TASK TO COMPLETE >> In the records below, some lines hold the word "place". Copy each of those lines.

DATA SUPPLIED >>
►
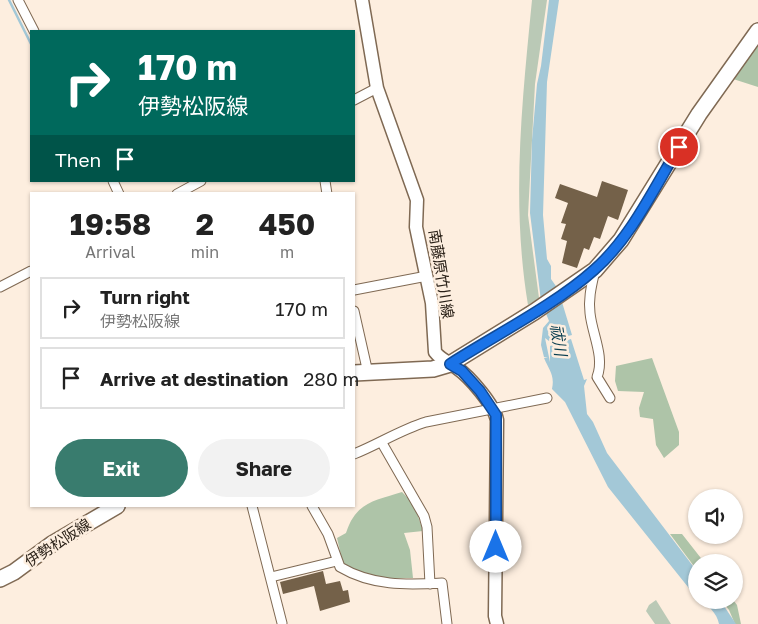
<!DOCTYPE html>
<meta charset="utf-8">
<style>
:root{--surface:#fff;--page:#f2f2f2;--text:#222;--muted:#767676;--line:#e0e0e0;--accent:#397c6e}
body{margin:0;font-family:"Golos Text","Noto Sans JP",sans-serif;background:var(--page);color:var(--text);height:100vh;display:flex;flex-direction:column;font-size:19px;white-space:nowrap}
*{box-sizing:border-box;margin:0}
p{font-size:16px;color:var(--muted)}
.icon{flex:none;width:28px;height:28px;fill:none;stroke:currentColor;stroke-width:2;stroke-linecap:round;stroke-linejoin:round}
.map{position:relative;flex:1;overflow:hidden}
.drawer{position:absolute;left:30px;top:192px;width:325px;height:315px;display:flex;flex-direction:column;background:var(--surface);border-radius:0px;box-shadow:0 1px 4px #0004}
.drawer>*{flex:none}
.guide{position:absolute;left:30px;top:30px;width:325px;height:152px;border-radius:0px;box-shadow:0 1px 4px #0004;background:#00695c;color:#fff;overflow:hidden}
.tools{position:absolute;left:688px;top:489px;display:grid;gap:10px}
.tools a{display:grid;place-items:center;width:55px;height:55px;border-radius:50%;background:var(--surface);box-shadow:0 1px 4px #0004;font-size:25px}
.pin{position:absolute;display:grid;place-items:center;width:42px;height:42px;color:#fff;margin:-21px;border:2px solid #fff;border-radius:50%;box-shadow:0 1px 5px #0007}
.me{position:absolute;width:55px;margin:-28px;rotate:0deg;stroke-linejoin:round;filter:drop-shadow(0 0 4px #0008)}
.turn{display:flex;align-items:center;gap:18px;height:105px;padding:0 25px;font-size:22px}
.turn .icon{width:65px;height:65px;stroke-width:2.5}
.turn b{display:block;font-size:35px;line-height:42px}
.then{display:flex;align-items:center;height:48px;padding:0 25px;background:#0003;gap:10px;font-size:19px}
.eta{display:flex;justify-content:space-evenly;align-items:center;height:85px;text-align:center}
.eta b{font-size:30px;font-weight:700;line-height:35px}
.button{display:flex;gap:10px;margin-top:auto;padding:10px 25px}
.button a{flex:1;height:58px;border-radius:30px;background:var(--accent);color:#fff;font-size:20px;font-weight:700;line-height:58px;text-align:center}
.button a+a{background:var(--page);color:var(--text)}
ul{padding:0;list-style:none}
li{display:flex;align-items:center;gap:15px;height:62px;margin:0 10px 8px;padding:0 15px;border:2px solid var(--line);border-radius:0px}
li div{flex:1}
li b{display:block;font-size:19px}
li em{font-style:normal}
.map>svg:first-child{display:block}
</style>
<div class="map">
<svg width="758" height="624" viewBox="0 0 758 624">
<rect width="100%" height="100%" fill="#fdeedf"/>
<g fill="#bac9b6">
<path d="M 532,0 L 547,0 L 535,84 L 528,215 L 539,298 L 528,305 C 511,203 522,102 532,0 Z"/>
<path d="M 656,600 L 671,624 L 655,624 L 646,611 L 649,605 Z"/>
</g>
<g fill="#aec4a8">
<path d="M 758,38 L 758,87 L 730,78 Z"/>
<path d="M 652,358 L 679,432 L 679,445 L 664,458 L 656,445 L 653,419 L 640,417 L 639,408 L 644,392 L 618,391 L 615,381 L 616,366 Z"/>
<path d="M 402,492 L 414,504 L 423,531 L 404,533 L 410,550 L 413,578 L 374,578 L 343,564 L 337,538 L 346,533 C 356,502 374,501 402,492 Z"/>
<path d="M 670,534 L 682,534 L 704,562 L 696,562 L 696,569 Z"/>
<path d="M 721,600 L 733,600 L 737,605 L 741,624 L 735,624 L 729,610 Z"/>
</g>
<g fill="#a3c8d7">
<path d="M 549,0 L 559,0 L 547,82 L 543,215 L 547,259 L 551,266 L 551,279 L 558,289 L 572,335 L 549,341 L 545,338 L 550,362 L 550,346 L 571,339 L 584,380 L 587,379 L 584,386 L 587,414 L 593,422 L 607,453 L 696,570 L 696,597 L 608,487 L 565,402 L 552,389 C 555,375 549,370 544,358 L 548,357 L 544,357 L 541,345 L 543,328 L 549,321 L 541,301 L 530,213 L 532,140 L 537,84 L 541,66 Z"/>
<path d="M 699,600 L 720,600 L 736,624 L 719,624 C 717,613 708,605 699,600 Z"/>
</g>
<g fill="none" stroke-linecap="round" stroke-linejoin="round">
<path stroke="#a3c8d7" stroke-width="2.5" d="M 9,0 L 31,44"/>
</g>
<g fill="#746149">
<path d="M 602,181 L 628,190 L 618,220 L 608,216 L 600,239 L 594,237 L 589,250 L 584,248 L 577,268 L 562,263 L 567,241 L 561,239 L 566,224 L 561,223 L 568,203 L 555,198 L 560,184 L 597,197 Z"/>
<path d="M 323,571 L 326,584 L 340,581 L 343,591 L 348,590 L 350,602 L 320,611 L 314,586 L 283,594 L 280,582 Z"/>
</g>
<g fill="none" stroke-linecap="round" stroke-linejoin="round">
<defs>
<g id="street">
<path d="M 18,0 L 34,31"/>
<path d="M 354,100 L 377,88"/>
<path d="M 113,181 L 119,194"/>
<path d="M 325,181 L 327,194"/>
<path d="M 177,194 L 201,181"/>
<path d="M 595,270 C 592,284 588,298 590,313 C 592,334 605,357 597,377 L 610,398"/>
<path d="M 0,287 L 31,271"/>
<path d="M 354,290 L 427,276"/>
<path d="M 354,311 L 368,373"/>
<path d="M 382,443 L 424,516 L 427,527 L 430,584"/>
<path d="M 354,454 C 379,444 400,430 426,422 L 547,398"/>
<path d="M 252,506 L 282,623"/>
<path d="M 312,506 L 328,534 L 340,567 C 372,586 406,585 442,583 L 447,624"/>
<path d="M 271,577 L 337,561"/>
</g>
<path id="secondary" d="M 362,0 L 377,88 L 417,200 L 416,227 L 432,303 L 435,352 C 441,360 449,362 457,368 C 470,377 494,405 497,420 L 495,616 L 497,624"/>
<g id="primary">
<path d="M 354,373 L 433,369 L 450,364 L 534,312 L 595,270 L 621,240 L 699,114 L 758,31"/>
<path d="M 0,579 L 14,572 L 52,544 L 117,506"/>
</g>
</defs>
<use href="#street" stroke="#7f6953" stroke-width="11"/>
<use href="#secondary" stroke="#7f6953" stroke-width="15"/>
<use href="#primary" stroke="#7f6953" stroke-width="18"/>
<use href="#street" stroke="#fff" stroke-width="9"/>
<use href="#secondary" stroke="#fff" stroke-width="12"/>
<use href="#primary" stroke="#fff" stroke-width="15"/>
</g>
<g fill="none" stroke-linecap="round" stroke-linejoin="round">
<defs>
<path id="route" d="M 496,547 L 496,415 L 480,391 L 462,371 L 450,364 C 495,335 555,305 594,270 C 631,238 654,188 679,147"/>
</defs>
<use href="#route" stroke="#114b97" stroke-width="12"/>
<use href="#route" stroke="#1a73e8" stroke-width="9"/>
</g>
<g text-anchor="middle" stroke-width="5" stroke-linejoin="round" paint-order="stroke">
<g font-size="15" fill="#2a2118" stroke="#fdeedf">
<text transform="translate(441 274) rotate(81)" y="5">南藤原竹川線</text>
<text transform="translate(58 543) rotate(-33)" y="5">伊勢松阪線</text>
</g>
<g font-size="16" font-style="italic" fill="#0a3f51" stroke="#fdeedf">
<text transform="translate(559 340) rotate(81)" y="6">祓川</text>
</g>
</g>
</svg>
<div class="tools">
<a><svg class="icon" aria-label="sound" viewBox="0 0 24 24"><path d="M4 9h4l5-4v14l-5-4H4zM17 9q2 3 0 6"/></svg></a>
<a><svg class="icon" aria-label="layers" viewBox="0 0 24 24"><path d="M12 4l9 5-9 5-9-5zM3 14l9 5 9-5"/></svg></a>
</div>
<div class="pin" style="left:679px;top:147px;background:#d93025"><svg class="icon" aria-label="arrive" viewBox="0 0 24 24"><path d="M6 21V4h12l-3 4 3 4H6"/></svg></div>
<svg class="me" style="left:496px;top:547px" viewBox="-20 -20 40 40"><circle r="19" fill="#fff"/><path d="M0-13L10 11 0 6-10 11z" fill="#1a73e8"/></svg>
<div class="guide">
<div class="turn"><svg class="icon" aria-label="right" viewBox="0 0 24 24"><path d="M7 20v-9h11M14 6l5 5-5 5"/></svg><div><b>170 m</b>伊勢松阪線</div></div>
<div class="then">Then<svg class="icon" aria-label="arrive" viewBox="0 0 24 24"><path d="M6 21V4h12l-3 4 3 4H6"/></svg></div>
</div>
<section class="drawer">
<div class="eta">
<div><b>19:58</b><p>Arrival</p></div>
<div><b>2</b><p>min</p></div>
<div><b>450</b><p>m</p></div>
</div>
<ul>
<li><svg class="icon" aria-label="right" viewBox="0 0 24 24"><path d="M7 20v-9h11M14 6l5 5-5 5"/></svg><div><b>Turn right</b><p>伊勢松阪線</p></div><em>170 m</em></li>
<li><svg class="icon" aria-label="arrive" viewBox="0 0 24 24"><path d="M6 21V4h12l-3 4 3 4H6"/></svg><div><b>Arrive at destination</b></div><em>280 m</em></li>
</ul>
<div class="button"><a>Exit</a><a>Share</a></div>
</section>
</div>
◄
ANSWER SPACE >>
.tools a{display:grid;place-items:center;width:55px;height:55px;border-radius:50%;background:var(--surface);box-shadow:0 1px 4px #0004;font-size:25px}
.pin{position:absolute;display:grid;place-items:center;width:42px;height:42px;color:#fff;margin:-21px;border:2px solid #fff;border-radius:50%;box-shadow:0 1px 5px #0007}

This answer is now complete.